Can you see the old "drawn-in" rug that lies in front of my sideboard? If I had planned its size, it could n't be more accurate. This is one of my great and fairly recent "finds" - the reward, really, of taking a long, muddy, exhausting tramp with some camp girls, after maple sugar. I think the old woman we visited must have been a domestic artist, for she made excellent sugar and super excellent rugs. This to her was an old carpet that she had hooked thirty or forty years before, and the central design was in memory of her former home - an attempt at Late Georgian architecture, I am sure, and certainly an effort which increased the rug's value, for landscape and house-designs rank next to historical patterns. The coral-and-gray border, however, reveals a much earlier motif, and the work is even and fine, more durable since it is not clipped. Of course, I am careful with these antiquated rugs; I mend them solicitously as soon as there is the least sign of wear; I prefer proper brushing to vacuum-cleaning, since sometimes this method catches loose strands, and I never shake them, for that is apt to snap the worn fibres of the burlap. The other two rugs lie in front of the kitchen-door and the radiator; but as they are agreeable blendings of hues rather than definite patterns, they hardly merit detailed description.

My dining-table is simple, one of those drop-leaf cherry tables so common in the early nineteenth century; square, with slightly rounded corners, and very serviceable. It is not my ideal of what a dining-table should be, - it cost just ten dollars, - but I know where there is one: six-legged, rope-carved, and charming. Some day I hope to have it, and then I'l1 be obliged to tell you that my dining-room is forty dollars more expensive than it was. That's another joy of collecting; always the distant horizon of anticipation; forever one more block to place upon our House of Dreams.

My last piece of furniture is my secretary. This, also, is plainest Empire, made beautiful by the dignified simplicity of the line and the richness of the mahogany. The handles and escutcheons are all old, cast from that delightful brass which polishes to such a clear pallor. (May I recommend lemon and salt vigorously applied, as an excellent remover of age-stains?) Years ago this secretary was bought on the common of a near-by village, for five dollars, and next was "swapped off" for a roll-top desk. Then the owner sold it to me for forty-five dollars, and, even at that advance, I'm sure I got a bargain. Now the cabinet above holds, not books, but my collection of old pressed glass against a background of gay china.

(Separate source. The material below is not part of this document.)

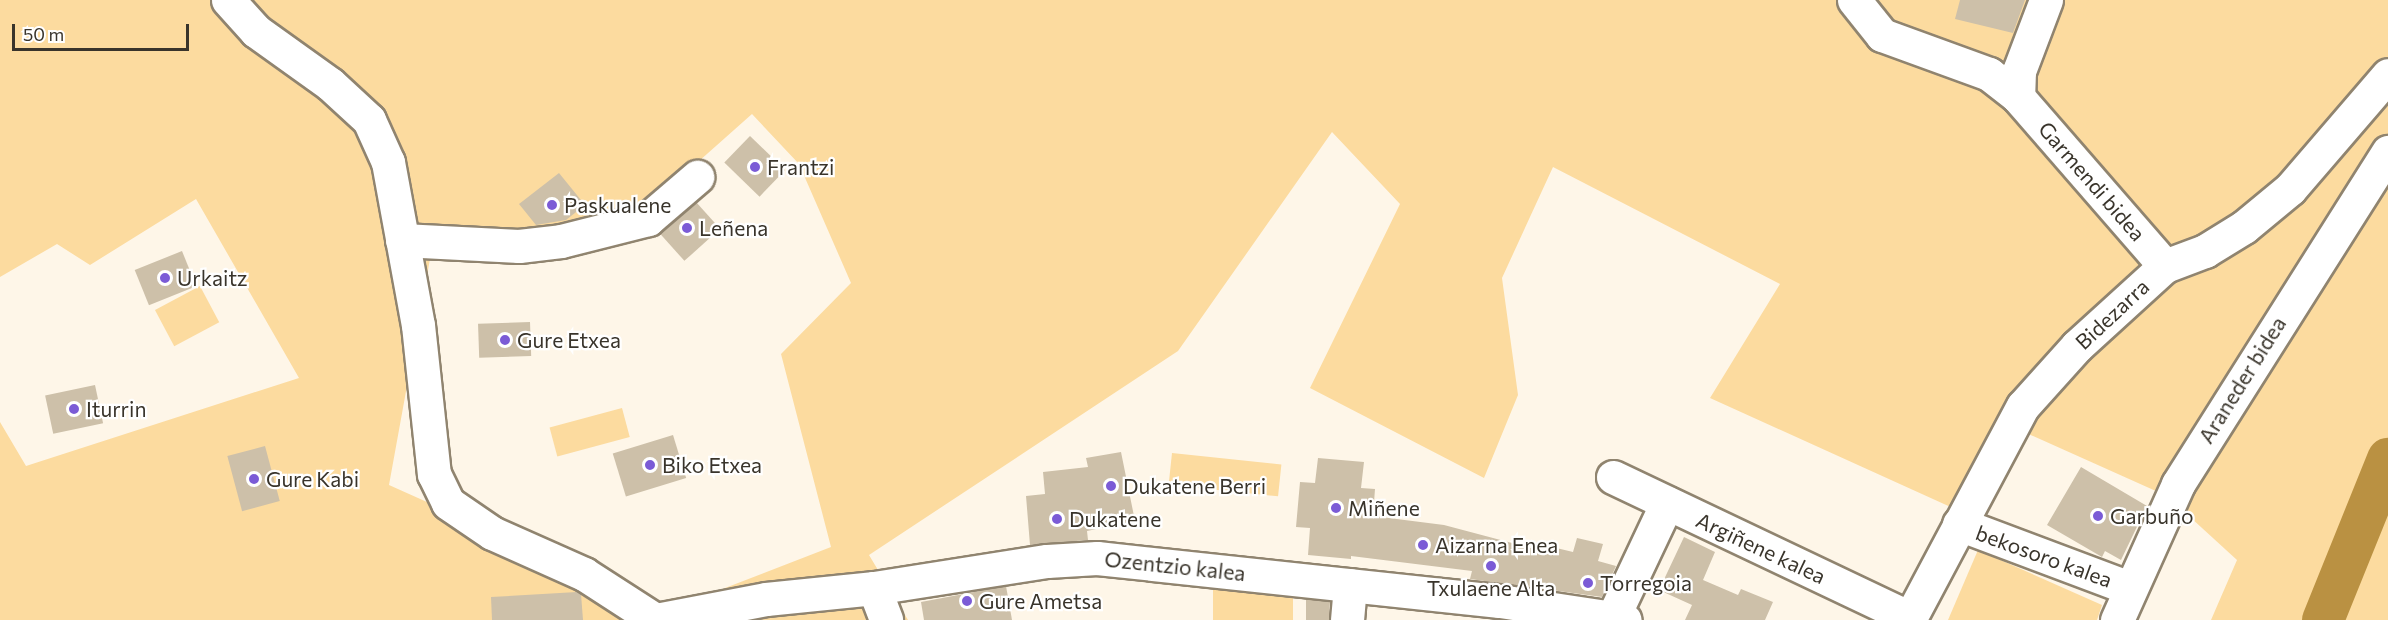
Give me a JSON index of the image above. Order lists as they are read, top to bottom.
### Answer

I hope you like my dining-room? I have tried so earnestly to make you see it - this long, low, eighteenth-century farm kitchen of mine; furnished in a little later period, but always in honest faience feeling, not a single bit of imitation porcelain about it. Have you counted the doors? Seven of them, and there used to be nine, but two were ruthlessly done away with. Still, there are enough to sigh suddenly open on lonely nights, as if some gentle ghost had just flitted through. And have you observed my stable, that little embrasure between the sideboard and the closet? That's where my wheeled-tray lives; my useful wheeled-tray which bears the names of two famous steeds, for it is Rosinante when, gaily caparisoned, it carries my Queensware tea-set into the parlour, but Dapple when it disappears through the kitchen-door, laden with the discarded dishes. You see, I want you to notice all our improvements. I know that the whole effect must be pleasant; so many people have used that very word to me. And I have been told that my fireplace is the "most delightful one in the world to sit and talk by." I like to believe it is true, because I have been able, even with my simple things, and only a little money, to combine the harmonies of rest and warmth and color. After all, it is the "presence" of a room that is the final thing, that really counts.